I am a young Singaporean female, 23 years old. I have an Honours degree, and hope to continue on to at least a Masters at some point in the future. I am unmarried. I do not have a boyfriend, and neither am I in any particular hurry to get one.
At the 7th anniversary of the Lee Kuan Yew School of Public Policy, Mr Lee Kuan Yew was asked about Singapore’s low birth-rate, and whether he thought that the Stop At Two policy that began in the late 1960s had anything to do with it.
“Stopping at two has nothing to do with what’s happened. It’s happening throughout the developed world. Once you have women educated with equal job opportunities they do not see their future as bearers of children. So fertility rate has gone down, I don’t see it going back to 2.1, which is the replacement rate. The only way it can happen is if you ‘diseducate’ or ‘uneducate’ the women and that doesn’t make sense. The economy will suffer.”
– Mr Lee Kuan Yew
Although I disagree with Mr Lee that the Stop At Two policy had nothing to do with Singapore’s dismal birth-rate, I do agree that many developed countries all over the world are seeing decreasing birth-rates and ageing populations, which suggests that the Stop At Two policy was not the sole factor in Singapore.

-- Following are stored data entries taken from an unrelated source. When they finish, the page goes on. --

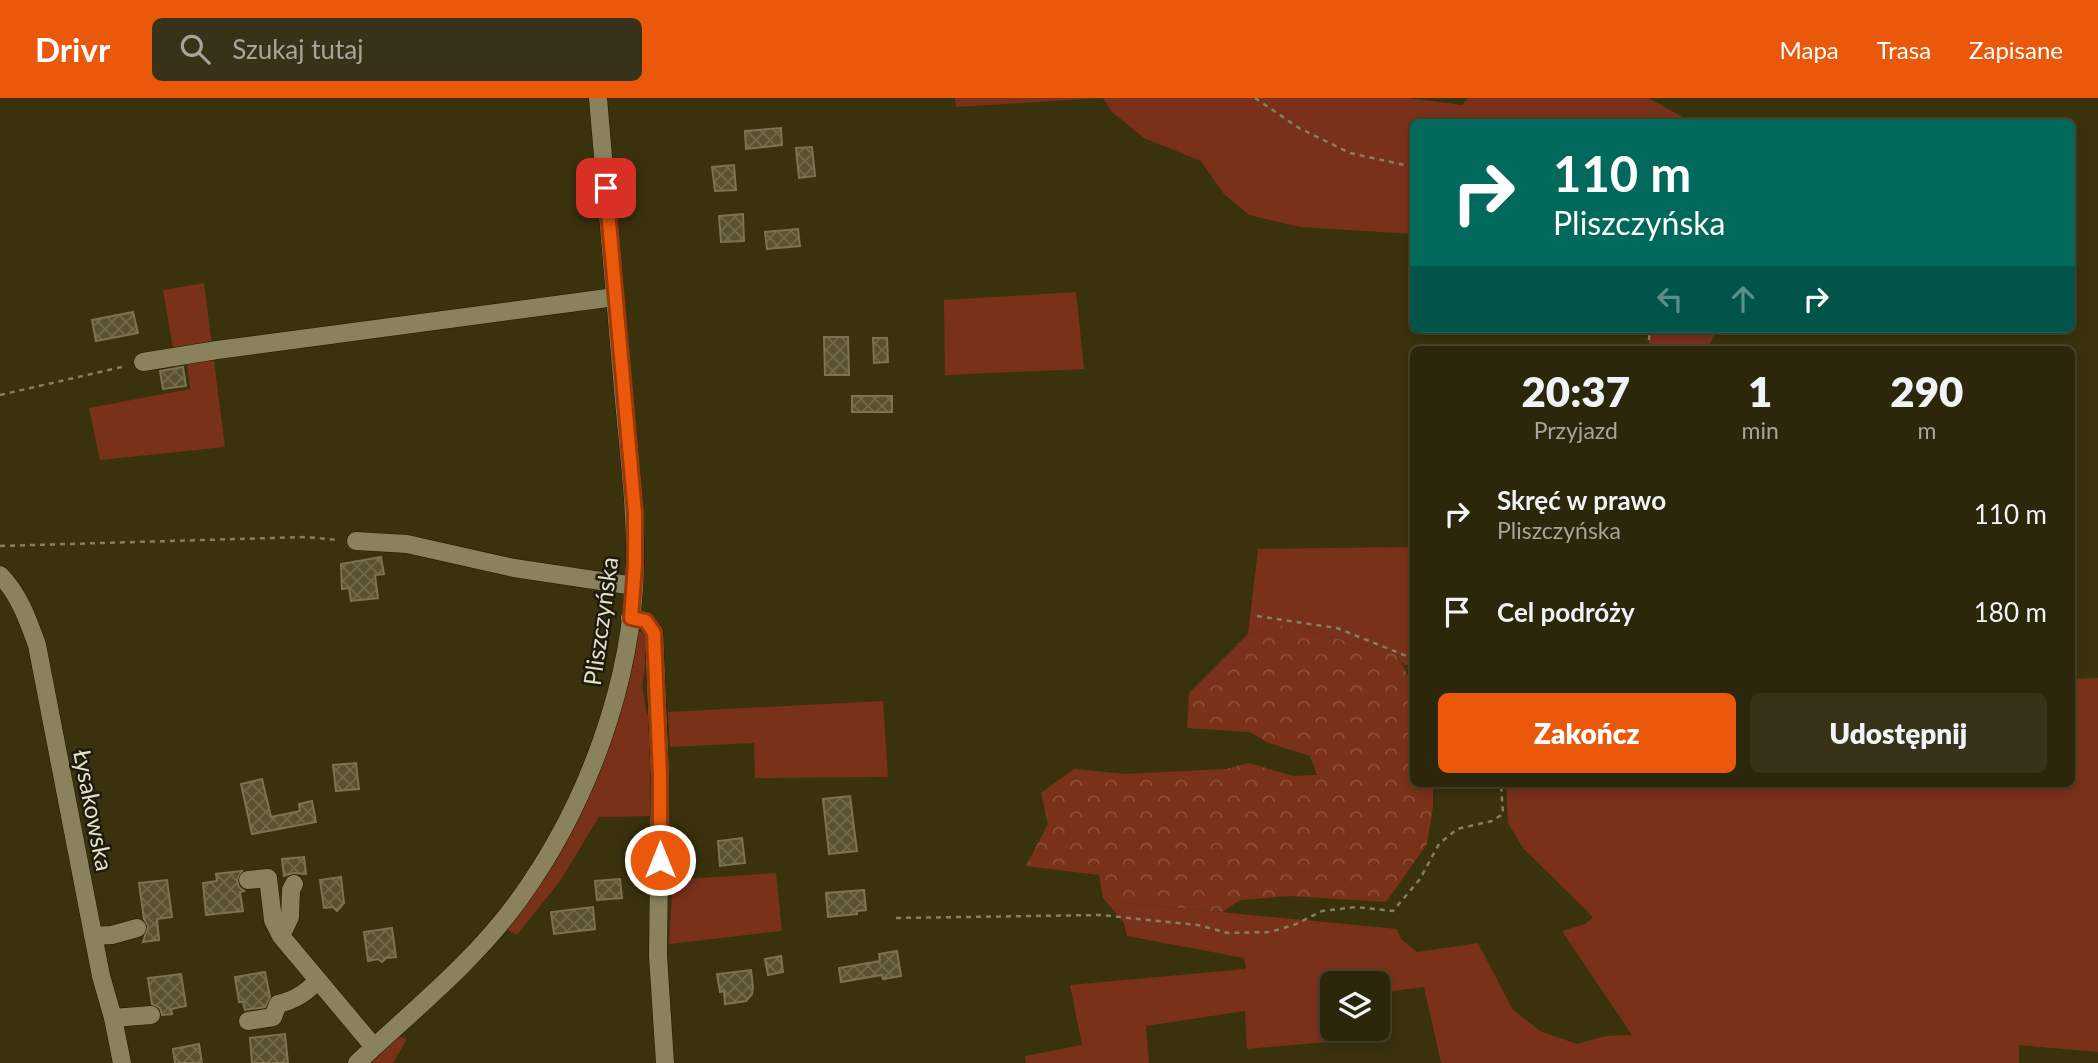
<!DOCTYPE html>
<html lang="pl">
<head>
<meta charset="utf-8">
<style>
  body { margin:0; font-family:Lato,sans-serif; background:#383218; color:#f1f3f6; height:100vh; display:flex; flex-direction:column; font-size:26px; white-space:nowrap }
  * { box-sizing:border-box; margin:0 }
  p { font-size:23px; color:#a6a59c }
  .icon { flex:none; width:38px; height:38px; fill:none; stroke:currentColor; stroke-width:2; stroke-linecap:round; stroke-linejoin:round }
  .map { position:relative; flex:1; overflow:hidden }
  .sheet { position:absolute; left:1410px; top:248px; width:665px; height:441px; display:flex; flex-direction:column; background:#2c260a; border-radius:10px; box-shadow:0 4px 10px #0003,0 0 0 2px #48432b }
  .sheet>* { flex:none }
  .banner { position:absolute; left:1410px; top:21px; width:665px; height:214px; border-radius:10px; box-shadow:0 4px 10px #0003,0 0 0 2px #48432b; background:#00695c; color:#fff; overflow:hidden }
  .tools { position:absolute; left:1320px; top:873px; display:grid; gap:14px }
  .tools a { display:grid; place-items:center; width:70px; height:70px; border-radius:10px; background:#2c260a; box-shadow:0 4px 10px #0003,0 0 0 2px #48432b; font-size:35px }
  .pin { position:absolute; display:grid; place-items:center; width:60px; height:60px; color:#fff; margin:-30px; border-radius:14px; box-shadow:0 4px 10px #0006 }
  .me { position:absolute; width:77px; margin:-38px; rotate:0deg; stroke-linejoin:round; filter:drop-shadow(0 0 5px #0008) }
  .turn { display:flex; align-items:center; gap:24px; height:147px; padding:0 28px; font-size:32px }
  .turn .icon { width:91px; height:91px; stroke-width:2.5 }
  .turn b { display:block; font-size:49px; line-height:60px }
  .lanes { display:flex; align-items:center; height:66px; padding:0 28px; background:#0003; justify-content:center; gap:35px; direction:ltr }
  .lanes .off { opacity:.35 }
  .eta { display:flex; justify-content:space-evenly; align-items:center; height:119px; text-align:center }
  .eta b { font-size:42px; font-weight:800; line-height:49px }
  .primary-button { display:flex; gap:14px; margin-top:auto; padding:14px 28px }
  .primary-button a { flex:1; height:80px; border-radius:10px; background:#ea580c; color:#fff; font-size:28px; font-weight:800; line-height:80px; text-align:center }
  .primary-button a+a { background:#383218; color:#f1f3f6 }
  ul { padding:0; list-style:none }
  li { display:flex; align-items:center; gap:21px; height:98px; padding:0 28px }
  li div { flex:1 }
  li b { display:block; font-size:26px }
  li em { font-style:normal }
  header { display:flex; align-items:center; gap:42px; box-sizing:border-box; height:98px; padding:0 35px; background:#ea580c; color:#fff }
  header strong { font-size:33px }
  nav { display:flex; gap:38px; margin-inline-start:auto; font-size:24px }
  .search { width:490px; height:63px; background:#383218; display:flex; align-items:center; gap:18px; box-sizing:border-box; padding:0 24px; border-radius:10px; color:#a6a59c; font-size:26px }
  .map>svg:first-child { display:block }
  .green { fill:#7a311a }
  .forest { fill:url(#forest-crowns) }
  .building { fill:url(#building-cross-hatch); stroke:#7c744e; stroke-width:2 }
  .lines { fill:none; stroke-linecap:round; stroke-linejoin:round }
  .minor-casing { stroke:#201a01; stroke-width:19 }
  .path { stroke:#857f61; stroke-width:2.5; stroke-dasharray:5 5; stroke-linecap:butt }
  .minor { stroke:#8a825c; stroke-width:18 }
  .route-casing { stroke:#983908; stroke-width:18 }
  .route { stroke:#ea580c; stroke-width:12 }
  .labels { text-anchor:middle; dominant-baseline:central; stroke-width:5; stroke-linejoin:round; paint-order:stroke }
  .street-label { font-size:24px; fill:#e2deca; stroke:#1e1a0b }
</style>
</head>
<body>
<header>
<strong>Drivr</strong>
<div class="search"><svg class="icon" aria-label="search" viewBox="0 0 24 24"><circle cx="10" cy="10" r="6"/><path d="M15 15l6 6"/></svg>Szukaj tutaj</div>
<nav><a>Mapa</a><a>Trasa</a><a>Zapisane</a></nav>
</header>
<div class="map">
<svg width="2098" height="965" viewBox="0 0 2098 965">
  <defs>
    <pattern id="forest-crowns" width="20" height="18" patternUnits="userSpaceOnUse" patternTransform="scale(1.75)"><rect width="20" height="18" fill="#7a311a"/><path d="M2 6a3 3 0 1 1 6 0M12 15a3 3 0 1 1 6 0" fill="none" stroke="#8d4e3a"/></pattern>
    <pattern id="building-cross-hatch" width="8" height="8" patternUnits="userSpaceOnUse" patternTransform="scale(1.75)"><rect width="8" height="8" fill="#5a522e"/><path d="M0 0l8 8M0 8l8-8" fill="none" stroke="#716a4b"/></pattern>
  </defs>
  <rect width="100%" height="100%" fill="#3a320d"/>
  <path class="green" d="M955 0H1408L1462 7 1468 0H1648L1692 24H1414V136L1300 129 1249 117 1224 96 1201 63 1144 40 1112 14 1103 0 956 9Z
    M204 185 225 349 100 362 89 310 190 291 185 249 173 251 163 192Z
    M1076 194 1084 271 945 277 944 202Z
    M1650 231H1714V237L1707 252H1648Z
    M1414 449V567H1404L1394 555 1282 527 1248 536 1258 451Z
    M638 532 645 535 649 548 642 586 646 611 653 634 657 718 599 719 560 783 517 837 508 832 570 737 590 695 610 648 620 611Z
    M2098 580V954L2019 947V965H1441L1424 889 1377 895V886H1332V931H1372L1373 940 1247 951 1245 913 1146 928 1149 965H1026L1025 958 1082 947 1070 887 1246 871 1244 860 1127 838 1124 825 1103 800 1117 804 1397 831 1401 841 1417 854 1478 845 1513 912 1540 933 1577 946 1605 938 1632 937 1562 833 1585 826 1593 819 1523 750 1508 725 1506 686H2072V581Z
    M883 603 888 679 755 680 754 645 670 649 668 614Z
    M776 775 782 833 669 846 673 782Z
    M398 938 407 941 393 965H370Z"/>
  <path class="forest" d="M1282 527 1394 555C1424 589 1414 643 1414 686H1433V708L1427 746 1386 804 1290 798 1240 802 1222 814 1117 804 1103 800 1099 777 1026 768 1048 726 1041 695 1074 671 1125 676 1226 671 1249 665 1293 678 1317 677 1310 658 1269 645 1249 634 1187 630 1189 595 1248 536Z"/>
  <path class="building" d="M781 30 782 47 746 51 745 33Z
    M812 49 815 78 799 80 796 50Z
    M734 67 736 92 715 93 712 69Z
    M743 116 744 143 721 144 719 118Z
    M798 131 800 148 767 151 765 134Z
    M133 214 138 235 96 243 92 222Z
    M824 239H848L849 277H825Z
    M873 240H887L888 264 874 265Z
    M183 269 186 288 163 291 160 273Z
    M852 298H892V314H852Z
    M381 459 384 476 375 477 378 500 351 503 349 490 342 491 341 466Z
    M356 665 359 691 336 693 333 667Z
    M262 681 271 719 300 713 299 706 312 703 316 724 252 736 241 686Z
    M850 698 857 753 829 756 823 701Z
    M742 740 745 765 720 768 718 743Z
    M304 759 306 776 293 775 284 778 282 761Z
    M242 773 237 782 239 789 244 793 240 794 243 813 206 817 203 785 217 783 216 776Z
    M341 779 344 805 337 813 333 809 324 810 320 782Z
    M620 781 622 800 597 802 595 783Z
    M167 782 172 819 157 821 159 842 143 844 148 828 144 821 139 785Z
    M864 792 866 812 857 813V816L828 819 826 795Z
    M593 809 595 831 554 836 551 814Z
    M392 830 396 859 386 860 382 864 378 861 368 863 364 834Z
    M897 853 901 878 883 881 882 877 841 884 839 870 880 863 879 856Z
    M781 858 783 874 768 877 765 861Z
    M751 872 753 889 752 896 746 903 725 906 724 893 720 894 717 876Z
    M265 874 270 899 265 909 245 912 243 904H239L235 879Z
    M181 876 186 908 171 911 172 916 162 917 160 910 152 906 148 880Z
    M285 936 288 965H252L250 940Z
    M199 946 202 965H175L173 951Z"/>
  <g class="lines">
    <defs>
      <path id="minor" d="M143 264 217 252 615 199
        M356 443 407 446 514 470 634 488
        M0 477C19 496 28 522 37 547L101 878 113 920 122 965
        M630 520 646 523 654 535 660 679 658 858 665 965
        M248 782 268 780 273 822 281 838 374 949
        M93 838 112 837 137 830
        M281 838 290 819 291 792 294 786
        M113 920 151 917
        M248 923 273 919 278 906C295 902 306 895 318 882
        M357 965C412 913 473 865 518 803 587 708 633 584 635 466 636 408 628 350 623 291 614 194 606 97 598 0"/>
    </defs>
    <use href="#minor" class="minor-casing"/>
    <path class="path" d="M1255 0 1299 30 1350 55 1414 69
      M1648 252 1650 231
      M0 297 126 268
      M0 448 305 439 339 442
      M1257 518 1337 530 1414 561
      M896 820 1100 817 1198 827 1228 835 1270 834 1294 827 1322 813 1356 809 1393 813 1420 781 1439 746 1457 731 1492 723 1503 716 1501 686"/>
    <use href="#minor" class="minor"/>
  </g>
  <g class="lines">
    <defs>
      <path id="route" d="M606 90 635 416V467L631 520 646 523 654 535 660 679V762"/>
    </defs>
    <use href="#route" class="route-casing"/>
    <use href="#route" class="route"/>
  </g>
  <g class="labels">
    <g class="street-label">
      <text transform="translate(600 523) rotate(-82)">Pliszczyńska</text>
      <text transform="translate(94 712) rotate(79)">Łysakowska</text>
    </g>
  </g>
</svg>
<div class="tools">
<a><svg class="icon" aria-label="layers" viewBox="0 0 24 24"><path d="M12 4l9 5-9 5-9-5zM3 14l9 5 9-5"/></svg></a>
</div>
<div class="pin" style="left:606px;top:90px;background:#d93025"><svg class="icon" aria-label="arrive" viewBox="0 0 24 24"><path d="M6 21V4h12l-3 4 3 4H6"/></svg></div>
<svg class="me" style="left:660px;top:762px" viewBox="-20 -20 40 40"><circle r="17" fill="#ea580c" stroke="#fff" stroke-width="3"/><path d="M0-11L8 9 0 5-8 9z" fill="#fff"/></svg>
<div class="banner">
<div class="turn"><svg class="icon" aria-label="right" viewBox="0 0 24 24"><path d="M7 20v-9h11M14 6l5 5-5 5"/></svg><div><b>110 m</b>Pliszczyńska</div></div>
<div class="lanes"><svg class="icon off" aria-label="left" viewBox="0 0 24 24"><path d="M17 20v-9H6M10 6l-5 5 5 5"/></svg><svg class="icon off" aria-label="ahead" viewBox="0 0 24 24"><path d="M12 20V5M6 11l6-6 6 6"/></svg><svg class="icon" aria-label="right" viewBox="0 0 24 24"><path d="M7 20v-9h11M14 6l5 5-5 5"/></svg></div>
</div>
<section class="sheet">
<div class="eta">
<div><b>20:37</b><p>Przyjazd</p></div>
<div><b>1</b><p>min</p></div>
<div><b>290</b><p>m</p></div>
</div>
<ul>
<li><svg class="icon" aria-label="right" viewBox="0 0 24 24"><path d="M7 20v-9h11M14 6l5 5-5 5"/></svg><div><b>Skręć w prawo</b><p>Pliszczyńska</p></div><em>110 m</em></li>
<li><svg class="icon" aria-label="arrive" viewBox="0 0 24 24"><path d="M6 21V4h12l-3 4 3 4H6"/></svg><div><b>Cel podróży</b></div><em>180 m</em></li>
</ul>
<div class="primary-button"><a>Zakończ</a><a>Udostępnij</a></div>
</section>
</div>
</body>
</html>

But to just move on and say that it is because of the women is just sexism, pure and simple. It’s not rational, sensible or pragmatic. It’s not even accurate, because it blatantly ignores a whole long list of other factors that affect people’s decisions to bear offspring, such as cost of living, change in lifestyles, lack of space, access to contraception and family planning programmes, etc. The high level of education – for both men and women, mind you – is only one factor in that long list.
Scarily enough, Mr Lee thinks that the only way to increase the birth-rate is to “diseducate” or “uneducate” women. As if dumbed-down females are all it takes; “oh, let’s stop giving these women knowledge and exposure to the outside world, and they’ll go right back to having lots and lots of babies for us!”
Luckily for us ladies, he goes on to dismiss the idea – but for all the wrong reasons. He dismisses the idea because “the economy will suffer”. Not because it’s regressive, not because it’s a breach of women’s rights to education, not because it’s just plain wrong. But because it’s not economically viable.
Gee, thanks. That makes me feel so much better. I now know that I was born to either make babies, or make money. Majulah Singapura, eh?
It always seems to be about the women, that we’re too highly-educated and too demanding and too ambitious, which is why we don’t have boyfriends. Why doesn’t anyone talk about the men who don’t have girlfriends? Or wait, is that supposedly because the women are too highly-educated and too demanding and to ambitious to deign to be these men’s girlfriends?
We girls just can’t win. So here goes:
Dear Mr Lee (and everyone out there who subscribes to this same mindset), I am a young single Singaporean female. I have a womb, and a degree. They co-exist quite harmoniously, and I would like it to remain that way. I will have my children when I do. Until then, please leave my educated ovaries alone.